Los tres aspectos de la brecha digital
También se posiciona en este evento de UIT que la brecha digital está basada en aspectos de acceso pero también en los relacionados con el uso de las TIC. Se proponen tres tipos de brecha digital: la de acceso, basada en la diferencia entre las personas que pueden acceder y las que no a las TIC ; la de uso, basada en las personas que saben utilizarlas y las que no ; y las de la calidad del uso, basada en las diferencias entre los mismos usuarios [7].
Como puede deducirse, el concepto de brecha digital se ha modificado a través del tiempo. En un principio se refería básicamente a los problemas de conectividad. Posteriormente, se empieza a introducir la preocupación por el desarrollo de las capacidades y habilidades requeridas para utilizar las TIC (capacitación y educación) y últimamente también se hace referencia al uso de los recursos integrados en la tecnología. Así, el concepto de brecha digital incorpora los siguientes enfoques básicamente:
a) El enfoque hacia la infraestructura: o sea, la posibilidad/dificultad de disponer de computadoras conectadas a la red mundial. Esto incluye también el problema de servidores y de backbones. De hecho, los países del sur siguen dependientes de los equipamientos del norte.
b) El enfoque hacia la capacitación: es decir, la capacidad/dificultad de usar estas tecnologías. Se empezó a contemplar que también existe una diferencia relacionada con las habilidades y capacidades para utilizar adecuadamente la tecnología y no solamente con la posibilidad de disponer de computadoras. En este sentido, se comienza a desarrollar el concepto de alfabetización digital relacionado con el de brecha digital.
c) El enfoque hacia el uso de los recursos: se refiere a la limitación/posibilidad que tienen las personas para utilizar los recursos disponibles en la red. En los últimos tiempos, se ha integrado en el concepto de brecha digital las posibilidades de utilizar la tecnología no ¬solamente para acceder a la información, el conocimiento sino también a un nuevo modo de educación y para aprovechar de las “nuevas oportunidades” como el desarrollo de los negocios, la atención médica en línea, el teletrabajo, el disfrute de nuevas formas de entretenimiento y ocio.
Basados en estos elementos, muchos de los organismos internacionales han definido una política de desarrollo orientada a la reducción de la brecha digital. Sin embargo, a pesar de la evolución en el concepto, se enfatiza principalmente en el desarrollo de la infraestructura tecnológica. Las inversiones y las políticas nacionales para la reducción de la brecha digital siguen orientadas principalmente hacia el desarrollo de la conectividad.
Una de las mejores maneras de concretar la comprensión de un concepto es la forma en que este se le valora. En este sentido, las más importantes mediciones de la brecha digital (e-readiness, UIT) están relacionadas con el grado de masificación del uso de las TIC entre países, regiones, grupos o personas y se mide por variables como la disponibilidad de computadoras, la densidad telefónica y la velocidad de acceso por persona[8].

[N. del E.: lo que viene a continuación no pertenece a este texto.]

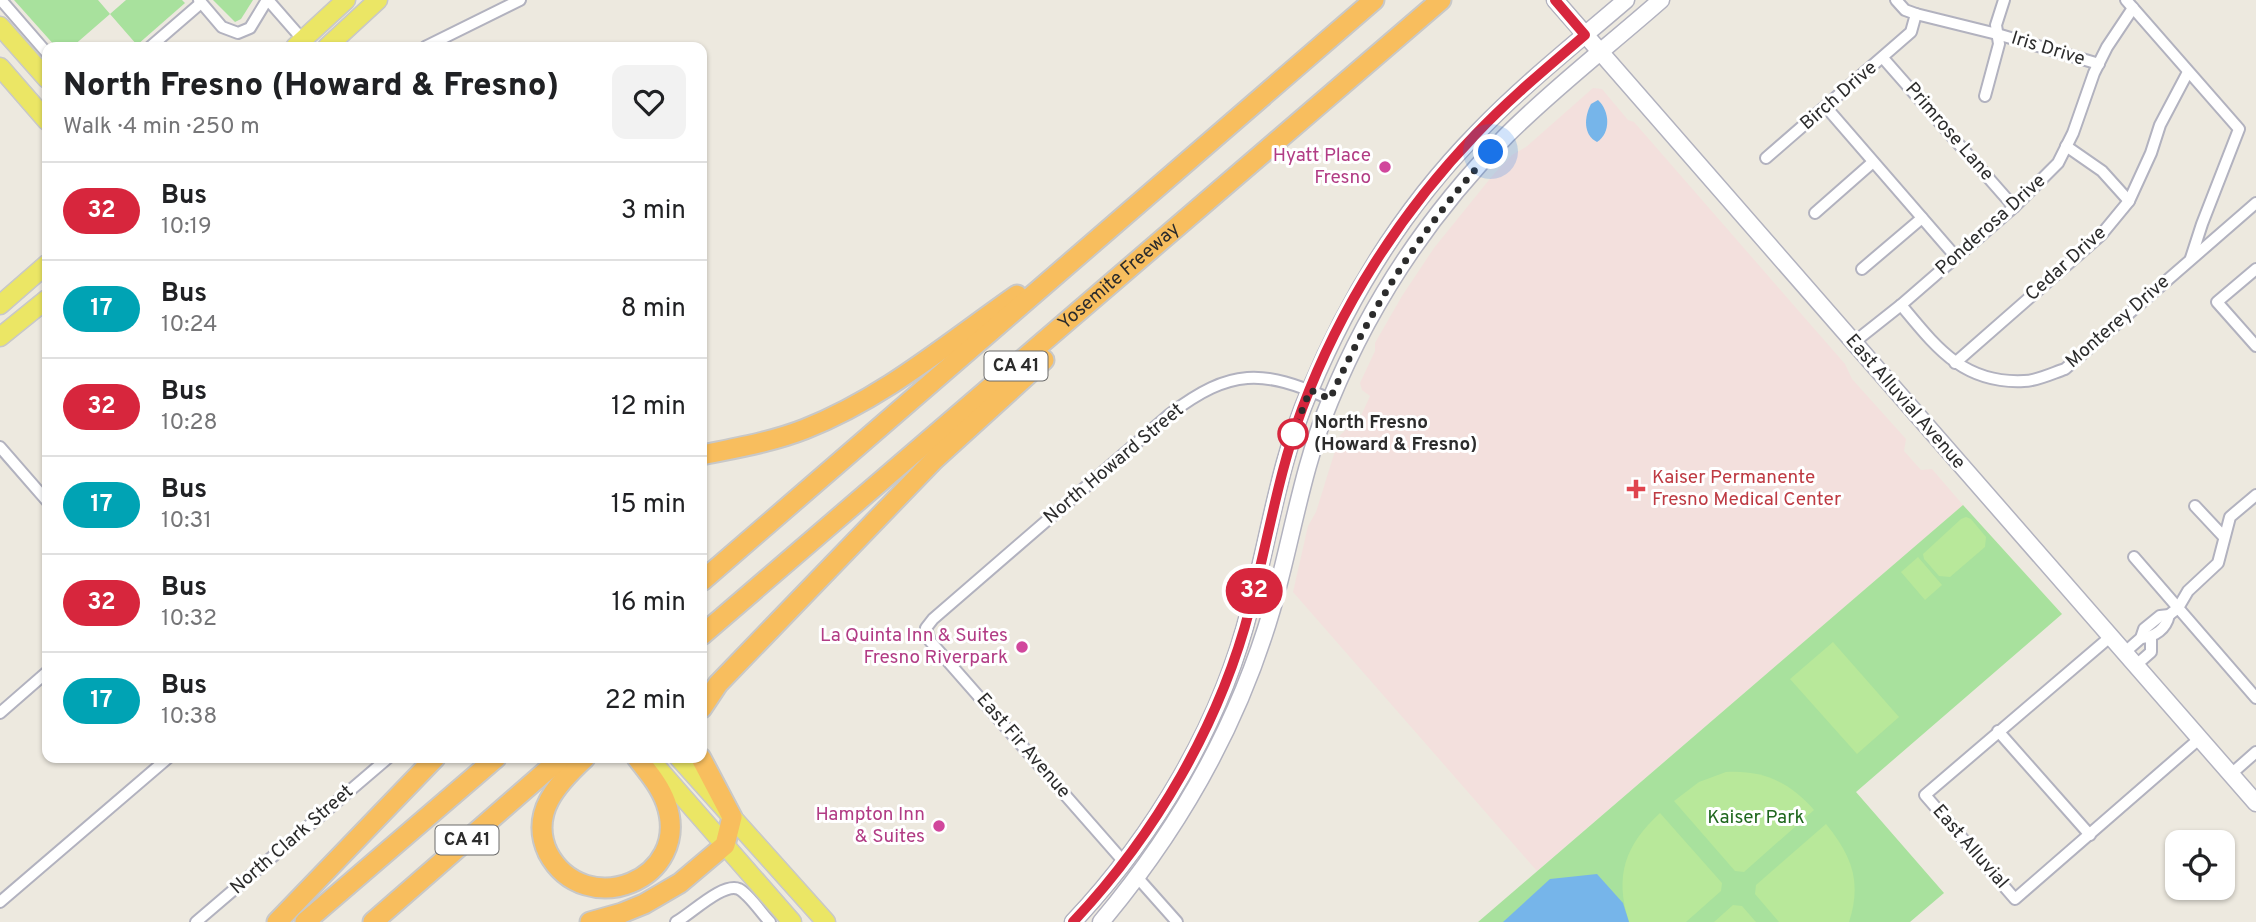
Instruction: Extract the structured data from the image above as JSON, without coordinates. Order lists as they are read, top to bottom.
{
  "streets": {
    "highway": ["Yosemite Freeway", "CA 41"],
    "main road": ["East Alluvial Avenue"],
    "street": [
      "Iris Drive",
      "Birch Drive",
      "Primrose Lane",
      "Ponderosa Drive",
      "Cedar Drive",
      "Monterey Drive",
      "North Howard Street",
      "East Fir Avenue",
      "North Clark Street",
      "East Alluvial"
    ]
  },
  "crossings": [
    ["Iris Drive", "Birch Drive"],
    ["Iris Drive", "Ponderosa Drive"],
    ["Birch Drive", "Primrose Lane"],
    ["Primrose Lane", "Ponderosa Drive"],
    ["Ponderosa Drive", "Monterey Drive"],
    ["Ponderosa Drive", "East Alluvial Avenue"],
    ["Cedar Drive", "Monterey Drive"],
    ["East Alluvial Avenue", "East Alluvial"],
    ["North Howard Street", "East Fir Avenue"]
  ],
  "parks": ["Kaiser Park"],
  "places": {
    "other": [
      "Hyatt Place Fresno",
      "North Fresno (Howard & Fresno)",
      "La Quinta Inn & Suites Fresno Riverpark",
      "Hampton Inn & Suites"
    ],
    "health": ["Kaiser Permanente Fresno Medical Center"]
  },
  "lines": ["bus line 32"],
  "page": {
    "on_map": "32",
    "heading": ["North Fresno (Howard & Fresno)", "Walk · 4 min · 250 m"],
    "list": [
      {
        "mark": "32",
        "name": "Bus",
        "note": "10:19",
        "value": "3 min"
      },
      {
        "mark": "17",
        "name": "Bus",
        "note": "10:24",
        "value": "8 min"
      },
      {
        "mark": "32",
        "name": "Bus",
        "note": "10:28",
        "value": "12 min"
      },
      {
        "mark": "17",
        "name": "Bus",
        "note": "10:31",
        "value": "15 min"
      },
      {
        "mark": "32",
        "name": "Bus",
        "note": "10:32",
        "value": "16 min"
      },
      {
        "mark": "17",
        "name": "Bus",
        "note": "10:38",
        "value": "22 min"
      }
    ]
  }
}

a) Aparece en diferentes ámbitos de la sociedad y geográficos. Las diferencias de acceso a las TICs pueden aparecer entre ciudadanos de una misma población, entre regiones de un país o entre las economías de diferentes países.

b) Está asociada con un poder adquisitivo bajo, y con la falta de desarrollo económico. Se han hecho numerosos estudios con el fin de identificar los factores generadores de la brecha. Los resultados son variados pero hay cierta unanimidad en catalogar la renta per cápita y la educación como elementos principales. Menzie D. Chinn y Robert W. Fairlie realizan un análisis comparativo entre países y regiones. A partir de estimaciones econométricas destacan que otro factor a tener muy en cuenta es el marco regulador en el que se va a desarrollar el sector[4].

c) Se retroalimenta de las otras formas de segregación territorial y social. Es decir que además de generar la segregación también es producto de ella. Por ejemplo: una bajo nivel de renta puede impedir el acceso a Internet mientras que a la vez que esa carencia va a reducir las posibilidades de progreso individual. Eso provoca que el tamaño de la brecha (o las diferencias entre los que tienen acceso a las TICs y los que no) sea cada vez mayor.

d) No es posible medir con precisión el tamaño de la brecha digital. Los indicadores más habituales son las ratios de penetración de la tecnología estudiada como teléfono, ordenador persona, Internet u otros. No obstante la brecha digital es un concepto de carácter cualitativo y por tanto no es suficiente con analizar las cifras de penetración de las TICs. Hay que tener en cuenta el provecho que cada sujeto puede sacar de ellas. Los beneficios intangibles son difíciles de evaluar y eso hace que no se pueda realizar una estimación completa del alcance de la brecha.